The note had been lying on the table all that time. At last van Drunen picked it up. He unfolded the sheet, folded it again and then held it up briefly between his fingers, where it shook like a leaf. I was impatient and about to take it from him when he broke the silence.
“The first step was simple. I requested a meeting with Governor-General Duymaer van Twist. He was aware of your case, and had already received several complaints about de Groot’s treatment of you. Those complaints had, he assured me, resulted in an official reprimand. I retorted that in my estimation you were too highly placed regarding both training and social rank to serve under de Groot. I proposed that you should be released from his employ and granted licence to work independently as you had been promised. When I pressed him for further details of the arrangement he changed the subject tactfully but firmly.
“Later that day I asked to see your dossier at the head office, as I still had the authority to do. I expected to find a handful of reports, but to my surprise I was presented with a bulky portfolio which, although the contents referred to a period of less than four years, was so heavy that it took two men to carry.
“In addition to the usual conduct records, salary lists and quarterly reports I came across memoranda giving detailed accounts of your day-to-day activities. De Groot, for instance, not only repor
ted on all the expeditions you undertook together, but also included a record of each and every private engagement, complete with dates, times and durations. Appended to these papers were notes submitted by others, often with suggestions of such an intimate nature that I felt obliged, contrary to my code of honour as a civil servant, to remove the offending items from your dossier before returning it to the records officer.

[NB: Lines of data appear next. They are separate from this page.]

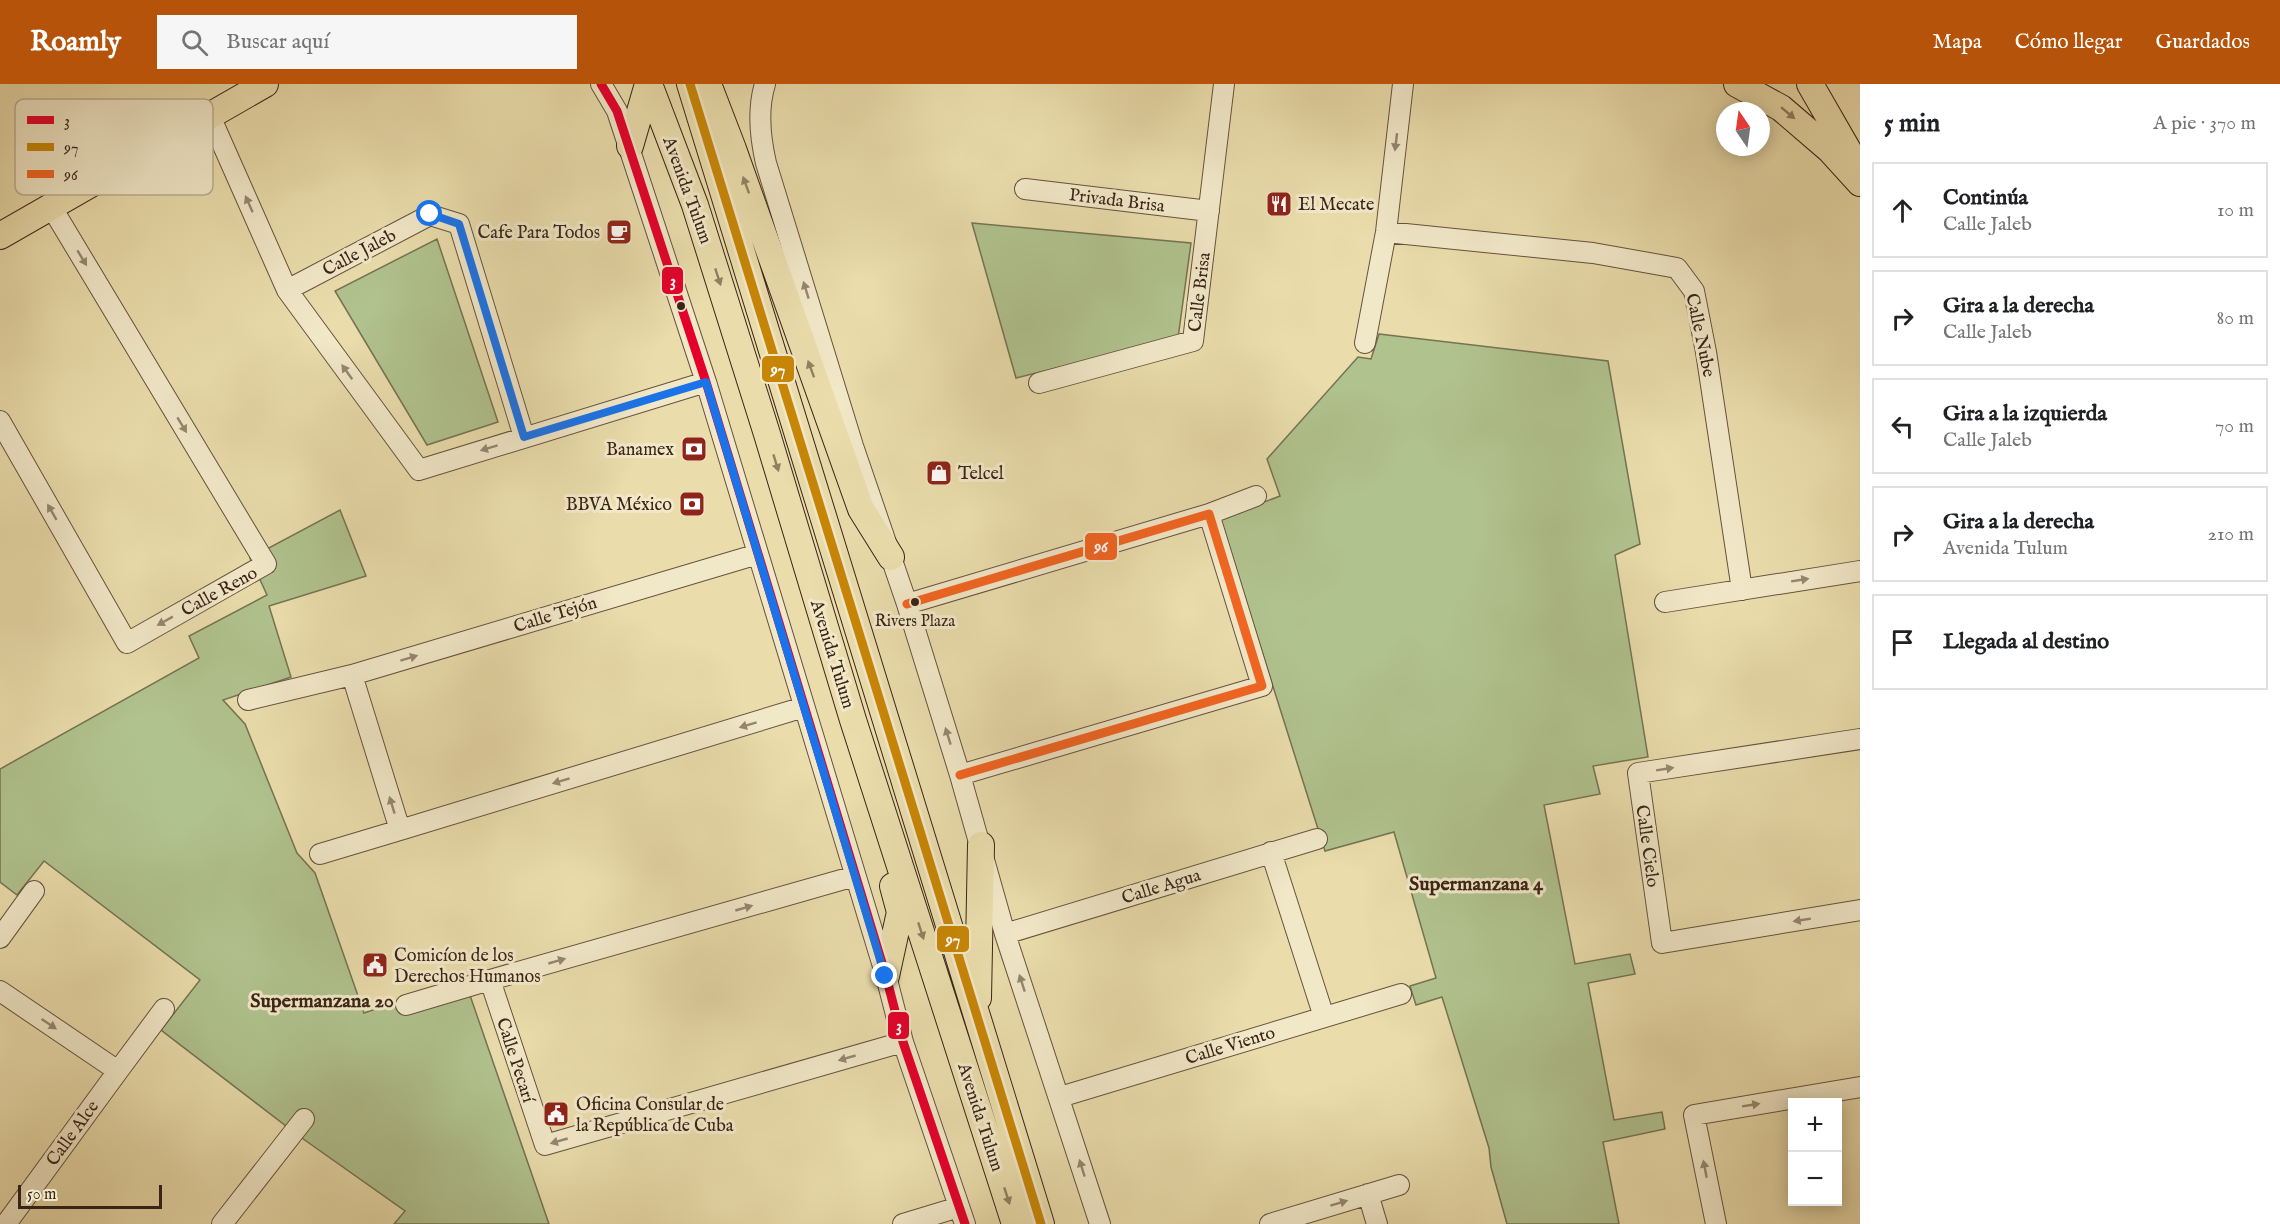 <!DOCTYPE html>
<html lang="es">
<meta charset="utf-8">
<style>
:root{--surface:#fff;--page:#f6f6f6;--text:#202124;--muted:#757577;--line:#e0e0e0;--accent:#b45309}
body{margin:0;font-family:"IM FELL English",serif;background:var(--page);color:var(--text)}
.controls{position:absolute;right:18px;bottom:18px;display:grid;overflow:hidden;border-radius:0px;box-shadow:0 3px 15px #0003}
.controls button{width:54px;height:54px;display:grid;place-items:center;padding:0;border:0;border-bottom:2px solid var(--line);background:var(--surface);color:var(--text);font:30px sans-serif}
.compass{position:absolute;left:1716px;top:18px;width:54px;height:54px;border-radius:50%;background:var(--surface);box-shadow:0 3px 15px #0003;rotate:347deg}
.scale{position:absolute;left:18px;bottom:15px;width:144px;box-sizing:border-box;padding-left:6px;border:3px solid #3a2418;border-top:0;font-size:16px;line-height:21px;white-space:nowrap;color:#3a2418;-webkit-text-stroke:4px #f1e8c8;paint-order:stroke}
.stop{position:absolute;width:18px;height:18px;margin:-14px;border:4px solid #1a73e8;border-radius:50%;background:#fff}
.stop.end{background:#1a73e8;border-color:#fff;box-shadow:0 2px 6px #0008}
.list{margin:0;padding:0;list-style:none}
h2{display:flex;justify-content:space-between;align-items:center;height:78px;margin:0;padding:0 24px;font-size:26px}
h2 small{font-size:20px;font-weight:400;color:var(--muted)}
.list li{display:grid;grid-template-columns:39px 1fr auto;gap:18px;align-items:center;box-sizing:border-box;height:96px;margin:0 12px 12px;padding:0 12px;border:2px solid var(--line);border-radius:0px}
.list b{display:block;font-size:22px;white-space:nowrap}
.list p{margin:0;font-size:20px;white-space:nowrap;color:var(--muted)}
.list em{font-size:20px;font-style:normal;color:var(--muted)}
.icon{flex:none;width:33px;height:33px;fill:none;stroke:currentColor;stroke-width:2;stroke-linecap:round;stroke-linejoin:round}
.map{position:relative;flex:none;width:1860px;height:1140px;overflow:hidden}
header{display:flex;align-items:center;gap:36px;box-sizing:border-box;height:84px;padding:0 30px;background:var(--accent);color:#fff}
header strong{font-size:28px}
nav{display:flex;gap:33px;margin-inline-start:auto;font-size:21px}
.search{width:420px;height:54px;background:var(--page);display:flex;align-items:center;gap:15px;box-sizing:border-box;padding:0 21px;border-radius:0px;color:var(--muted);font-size:22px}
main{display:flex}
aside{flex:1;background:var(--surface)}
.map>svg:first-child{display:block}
.green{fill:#b0c28e;stroke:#757353;stroke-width:1.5}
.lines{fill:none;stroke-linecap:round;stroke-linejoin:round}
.minor-casing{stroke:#66523d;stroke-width:22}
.major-casing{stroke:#3a2418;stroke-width:28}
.minor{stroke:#f1e8c8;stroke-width:20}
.major{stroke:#eadcab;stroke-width:26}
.bus-1-casing{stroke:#f1e8c8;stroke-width:14}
.bus-2-casing{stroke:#f1e8c8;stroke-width:14}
.bus-3-casing{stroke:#f1e8c8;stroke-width:14}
.bus-1{stroke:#e4002b;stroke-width:9}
.bus-2{stroke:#c88606;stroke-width:9}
.bus-3{stroke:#f26522;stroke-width:9}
.oneway{fill:#928062}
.oneway2{fill:#968670}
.route{stroke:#1a73e8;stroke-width:8}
.bus-dot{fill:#3a2418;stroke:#f1e8c8;stroke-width:2}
.labels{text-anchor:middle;stroke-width:6;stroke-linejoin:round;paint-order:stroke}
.bus-label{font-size:16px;fill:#3a2418;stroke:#f1e8c8}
.street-label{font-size:18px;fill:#3a2418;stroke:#f1e8c8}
.poi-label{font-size:18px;fill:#3a2418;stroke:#f1e8c8;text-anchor:start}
.neighbourhood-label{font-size:20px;font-weight:bold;fill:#3a2418;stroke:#f1e8c8}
.key{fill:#f1e8c8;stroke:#baad93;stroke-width:1.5}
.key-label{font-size:16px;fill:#3a2418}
.line-badge{stroke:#f1e8c8;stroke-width:2}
.badge-label{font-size:16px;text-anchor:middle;font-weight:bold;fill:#fff}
</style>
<header>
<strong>Roamly</strong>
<div class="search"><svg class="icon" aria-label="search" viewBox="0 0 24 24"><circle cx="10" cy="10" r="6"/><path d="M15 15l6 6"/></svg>Buscar aquí</div>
<nav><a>Mapa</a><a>Cómo llegar</a><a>Guardados</a></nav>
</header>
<main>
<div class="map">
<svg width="1860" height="1140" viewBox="0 0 1860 1140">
<rect width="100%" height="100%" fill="#eadcab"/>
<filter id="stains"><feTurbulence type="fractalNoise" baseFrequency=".00333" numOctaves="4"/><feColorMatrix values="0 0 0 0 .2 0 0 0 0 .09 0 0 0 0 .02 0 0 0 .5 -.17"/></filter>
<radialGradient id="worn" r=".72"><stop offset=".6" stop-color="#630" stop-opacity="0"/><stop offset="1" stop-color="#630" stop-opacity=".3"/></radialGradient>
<path class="green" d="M972 139 1191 159 1178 254 1016 294Z
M437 155 498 338 427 361 335 207Z
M1379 250 1608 277 1640 460 1615 471 1648 673 1593 682 1600 710 1544 721 1575 880 1630 870 1635 890 1588 899 1614 1036 1662 1028 1665 1045 1603 1058 1619 1140H1507L1491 1083 1489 1064 1442 913 1416 921 1410 902 1436 894 1394 748 1325 767 1220 435 1280 412 1267 375 1358 273 1371 275Z
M340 426 366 492 269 522 291 593 223 616 245 640 297 769 315 789 364 929 464 894 549 1140H394L405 1127 299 1052 161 946 200 896 44 777 17 811 0 798V685L199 574 189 552 267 511 250 474Z"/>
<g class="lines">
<g class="minor-casing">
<path id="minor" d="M601 0 617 27 706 298 886 892 903 958 965 1140
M765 0C757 26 760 53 766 79L853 362 907 520 960 691 1005 850 1100 1140
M210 32 287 206 419 386 706 298
M1025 105 1209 127
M1386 148 1593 169 1677 184 1694 207 1706 268 1742 506
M287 206 430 131 459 140 524 353
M1365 259 1386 148 1403 0
M1039 299 1193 257 1224 0
M0 337 127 559 266 480 52 124
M1209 430 1256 412
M758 470 352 591 400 746 804 623
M1665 518 1860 487
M907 520 1209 430 1262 602 960 691
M248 616 352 591
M1860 655 1638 689 1662 859 1860 826
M1271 768 1324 933
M320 770 400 746
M855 792 490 896 545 1061 903 958
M1005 850 1317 755
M0 854 34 807
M0 907 118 987 6 1140
M406 921 490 896
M118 987 164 925
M1060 1013 1401 910
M1368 1110 1377 1140
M222 1140 304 1035
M903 1140 959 1123
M1270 1140 1399 1101
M1716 1140 1694 1031 1860 1003"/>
</g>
<g class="major-casing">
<path id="major" d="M649 0 695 121 767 350 853 636 1015 1140
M690 0 1041 1140
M708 0 733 65 861 425 891 473
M1737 0 1781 24 1830 66 1860 99
M1810 0 1856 80
M630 62 648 0
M0 152 265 0
M886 892 900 828 893 802
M978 914 981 761"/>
</g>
<use href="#minor" class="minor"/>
<use href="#major" class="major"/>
<g class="bus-1-casing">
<path id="bus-1" d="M601 0 617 27 706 298 886 892 903 958 965 1140"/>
</g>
<g class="bus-2-casing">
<path id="bus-2" d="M690 0 1041 1140"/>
</g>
<g class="bus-3-casing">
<path id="bus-3" d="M907 520 1209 430 1262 602 960 691"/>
</g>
<use href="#bus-1" class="bus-1"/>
<use href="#bus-2" class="bus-2"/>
<use href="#bus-3" class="bus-3"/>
</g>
<defs><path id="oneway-solid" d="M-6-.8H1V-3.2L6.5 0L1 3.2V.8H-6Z" transform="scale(1.5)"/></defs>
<g class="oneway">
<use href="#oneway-solid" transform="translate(1788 29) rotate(40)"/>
<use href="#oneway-solid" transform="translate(746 101) rotate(-110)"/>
<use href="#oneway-solid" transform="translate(718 193) rotate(72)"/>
<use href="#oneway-solid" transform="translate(811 285) rotate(-110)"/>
<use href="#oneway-solid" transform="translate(776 379) rotate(73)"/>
<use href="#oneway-solid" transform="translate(921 847) rotate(72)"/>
<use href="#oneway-solid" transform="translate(1007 1112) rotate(72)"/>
</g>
<g class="oneway2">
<use href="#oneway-solid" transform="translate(1396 58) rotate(97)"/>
<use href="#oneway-solid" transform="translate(249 120) rotate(-114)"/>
<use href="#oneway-solid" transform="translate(82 174) rotate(59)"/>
<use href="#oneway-solid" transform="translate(806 206) rotate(-107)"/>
<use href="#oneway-solid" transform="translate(347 288) rotate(-126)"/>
<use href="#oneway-solid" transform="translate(182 341) rotate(59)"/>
<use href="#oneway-solid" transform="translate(489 364) rotate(163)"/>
<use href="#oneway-solid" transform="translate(52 428) rotate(-120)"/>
<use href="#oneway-solid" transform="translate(1800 496) rotate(-9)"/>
<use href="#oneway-solid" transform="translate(165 537) rotate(151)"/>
<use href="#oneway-solid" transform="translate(409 574) rotate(-17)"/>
<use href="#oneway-solid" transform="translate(748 641) rotate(163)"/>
<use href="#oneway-solid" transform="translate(948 652) rotate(-107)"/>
<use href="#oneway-solid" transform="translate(1665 685) rotate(-9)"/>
<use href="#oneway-solid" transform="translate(561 697) rotate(163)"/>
<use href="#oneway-solid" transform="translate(392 721) rotate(-107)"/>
<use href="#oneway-solid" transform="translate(744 824) rotate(-16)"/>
<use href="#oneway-solid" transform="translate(1802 836) rotate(171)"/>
<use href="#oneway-solid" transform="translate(557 877) rotate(-16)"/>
<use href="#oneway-solid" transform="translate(1022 899) rotate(-108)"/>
<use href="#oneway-solid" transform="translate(49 940) rotate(34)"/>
<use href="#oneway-solid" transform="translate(847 974) rotate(164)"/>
<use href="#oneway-solid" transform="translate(1751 1021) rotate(-9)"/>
<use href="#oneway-solid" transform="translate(559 1057) rotate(164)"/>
<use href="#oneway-solid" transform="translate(1082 1084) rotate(-107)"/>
<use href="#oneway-solid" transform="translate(1705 1085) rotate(-101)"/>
<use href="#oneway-solid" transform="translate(1339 1119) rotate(-17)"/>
</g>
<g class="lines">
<path class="route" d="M430 130 459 140 524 353 706 298 885 892"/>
</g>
<defs>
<g id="restaurant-square" transform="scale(1.35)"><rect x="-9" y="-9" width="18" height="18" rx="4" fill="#8f2418" stroke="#f1e8c8"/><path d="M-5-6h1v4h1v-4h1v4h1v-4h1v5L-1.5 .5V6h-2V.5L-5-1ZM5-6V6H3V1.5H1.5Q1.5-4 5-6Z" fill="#fff"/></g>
<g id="cafe-square" transform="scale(1.35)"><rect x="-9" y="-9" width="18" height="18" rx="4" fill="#8f2418" stroke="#f1e8c8"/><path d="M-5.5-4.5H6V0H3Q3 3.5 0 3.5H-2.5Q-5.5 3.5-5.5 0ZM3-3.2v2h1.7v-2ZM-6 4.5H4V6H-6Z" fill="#fff"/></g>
<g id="bank-square" transform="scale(1.35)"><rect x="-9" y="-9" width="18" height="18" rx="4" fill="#8f2418" stroke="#f1e8c8"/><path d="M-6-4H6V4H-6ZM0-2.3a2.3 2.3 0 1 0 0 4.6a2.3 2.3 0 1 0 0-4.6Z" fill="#fff"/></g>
<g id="shop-square" transform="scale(1.35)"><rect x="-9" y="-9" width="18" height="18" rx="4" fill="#8f2418" stroke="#f1e8c8"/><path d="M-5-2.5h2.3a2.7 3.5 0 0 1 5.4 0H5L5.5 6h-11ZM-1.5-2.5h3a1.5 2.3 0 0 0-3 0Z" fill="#fff"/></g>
<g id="civic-square" transform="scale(1.35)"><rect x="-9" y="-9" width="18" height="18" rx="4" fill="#8f2418" stroke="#f1e8c8"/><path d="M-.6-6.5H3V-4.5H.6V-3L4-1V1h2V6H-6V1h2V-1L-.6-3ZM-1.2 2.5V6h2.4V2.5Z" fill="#fff"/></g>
</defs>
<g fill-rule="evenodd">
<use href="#restaurant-square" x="1279" y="120"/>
<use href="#cafe-square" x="619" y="148"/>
<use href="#bank-square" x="694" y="365"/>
<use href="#shop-square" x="939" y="389"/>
<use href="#bank-square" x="692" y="420"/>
<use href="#civic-square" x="375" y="881"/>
<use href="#civic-square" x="556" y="1030"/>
</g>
<g class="bus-dot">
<circle cx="681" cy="222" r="5"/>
<circle cx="915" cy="518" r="5"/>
</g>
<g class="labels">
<g class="bus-label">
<text x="915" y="542">Rivers Plaza</text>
</g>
<g class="street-label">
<text transform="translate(688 106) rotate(70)" y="6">Avenida Tulum</text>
<text transform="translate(1117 116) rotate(7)" y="6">Privada Brisa</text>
<text transform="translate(359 168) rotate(-28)" y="6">Calle Jaleb</text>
<text transform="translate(1199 208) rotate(-83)" y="6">Calle Brisa</text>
<text transform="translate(1701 251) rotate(78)" y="6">Calle Nube</text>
<text transform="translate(219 507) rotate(-29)" y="6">Calle Reno</text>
<text transform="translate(555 530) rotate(-17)" y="6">Calle Tejón</text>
<text transform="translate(833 570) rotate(73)" y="6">Avenida Tulum</text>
<text transform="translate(1648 762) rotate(82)" y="6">Calle Cielo</text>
<text transform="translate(1161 802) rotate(-17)" y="6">Calle Agua</text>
<text transform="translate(1230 961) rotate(-17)" y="6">Calle Viento</text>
<text transform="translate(516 976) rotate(72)" y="6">Calle Pecarí</text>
<text transform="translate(981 1033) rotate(72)" y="6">Avenida Tulum</text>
<text transform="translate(72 1049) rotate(-54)" y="6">Calle Alce</text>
</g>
<g class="poi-label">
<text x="1298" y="126">El Mecate</text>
<text x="600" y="154" text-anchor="end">Cafe Para Todos</text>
<text x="674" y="371" text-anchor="end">Banamex</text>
<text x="958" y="395">Telcel</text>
<text x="672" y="426" text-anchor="end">BBVA México</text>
<text x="394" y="877">Comicíon de los<tspan x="394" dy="21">Derechos Humanos</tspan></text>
<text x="576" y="1026">Oficina Consular de<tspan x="576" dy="21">la República de Cuba</tspan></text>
</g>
<g class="neighbourhood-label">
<text x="1476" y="806">Supermanzana 4</text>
<text x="322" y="923">Supermanzana 20</text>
</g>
</g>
<rect x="15" y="15" width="198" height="96" rx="9" class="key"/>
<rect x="27" y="32" width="27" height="8" fill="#e4002b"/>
<rect x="27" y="59" width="27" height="8" fill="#c88606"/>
<rect x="27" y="86" width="27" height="8" fill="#f26522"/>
<g class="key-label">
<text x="64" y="42">3</text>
<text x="64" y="69">97</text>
<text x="64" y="96">96</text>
</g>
<g class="line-badge">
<rect x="661" y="182" width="23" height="29" rx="6" fill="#e4002b"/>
<rect x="761" y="271" width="34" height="28" rx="6" fill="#c88606"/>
<rect x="1084" y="448" width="34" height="29" rx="6" fill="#f26522"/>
<rect x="936" y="841" width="34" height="28" rx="6" fill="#c88606"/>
<rect x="887" y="927" width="23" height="29" rx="6" fill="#e4002b"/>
</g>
<g class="badge-label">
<text x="673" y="202">3</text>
<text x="778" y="291">97</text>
<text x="1101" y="468">96</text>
<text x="953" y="861">97</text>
<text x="899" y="947">3</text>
</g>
<rect width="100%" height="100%" filter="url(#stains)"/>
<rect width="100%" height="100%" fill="url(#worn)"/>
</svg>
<div class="controls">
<button>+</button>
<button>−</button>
</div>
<svg class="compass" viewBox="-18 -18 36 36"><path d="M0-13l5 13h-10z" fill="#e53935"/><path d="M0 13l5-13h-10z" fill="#757577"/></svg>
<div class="scale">50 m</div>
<div class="stop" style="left:430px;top:130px"></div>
<div class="stop end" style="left:885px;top:892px"></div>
</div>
<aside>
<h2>5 min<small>A pie · 370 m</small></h2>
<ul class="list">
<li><svg class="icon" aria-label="ahead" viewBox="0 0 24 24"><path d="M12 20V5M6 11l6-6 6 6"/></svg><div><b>Continúa</b><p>Calle Jaleb</p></div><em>10 m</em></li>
<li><svg class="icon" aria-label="right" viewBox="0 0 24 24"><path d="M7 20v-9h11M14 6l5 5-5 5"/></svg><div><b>Gira a la derecha</b><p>Calle Jaleb</p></div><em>80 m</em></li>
<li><svg class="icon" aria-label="left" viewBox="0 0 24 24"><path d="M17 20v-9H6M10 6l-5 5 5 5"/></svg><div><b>Gira a la izquierda</b><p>Calle Jaleb</p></div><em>70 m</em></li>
<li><svg class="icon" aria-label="right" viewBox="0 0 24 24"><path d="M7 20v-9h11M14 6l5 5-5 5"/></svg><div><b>Gira a la derecha</b><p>Avenida Tulum</p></div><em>210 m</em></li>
<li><svg class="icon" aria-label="arrive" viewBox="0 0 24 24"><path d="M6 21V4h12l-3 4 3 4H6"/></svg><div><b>Llegada al destino</b></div></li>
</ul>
</aside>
</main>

“The seriousness of your situation became fully apparent when I attempted to discover the reason for collecting such a mass of information. I broached the subject with the governor and his close associates, but met with only prevarication. After a while I realized that the gentlemen concerned had agreed among themselves not to reveal any further details to me.
“Towards the end of January 1855, after I had spent several weeks delving into your case, something remarkable happened. One night a native boy came to my door saying I was urgently needed by one of my colleagues. I hurried to his house, which was in one of the more disreputable parts of the city, only to find him in bed and quite content. We laughed at the misunderstanding, and I returned to the main road to call a rickshaw. At that point some beggars emerged from the gloom. They bore down on me and robbed me of my small change, pocket watch and meerschaum pipe. I pretended to be knocked out and cursed myself for being so heedless in a neighbourhood where such attacks were frequent, when suddenly I heard one of the men mention my name to his cronies—how could he possibly have known who I was?
“The very next morning my department received a visit from your superior, Cornelius de Groot himself. He had come for a drilling licence, he said. Hearing of my accident he made a show of concern for my injuries. He advised me in a genial tone to be more careful about where I went at night. He sat down as if we were old friends and assured me that he remembered me well from a visit I had paid to the boarding school when you were young. He told me he was your friend and protector and that he had great plans for you, despite your occasional disagreements. He was sorry to say that you had applied for relocation to Holland, presumably because you were homesick.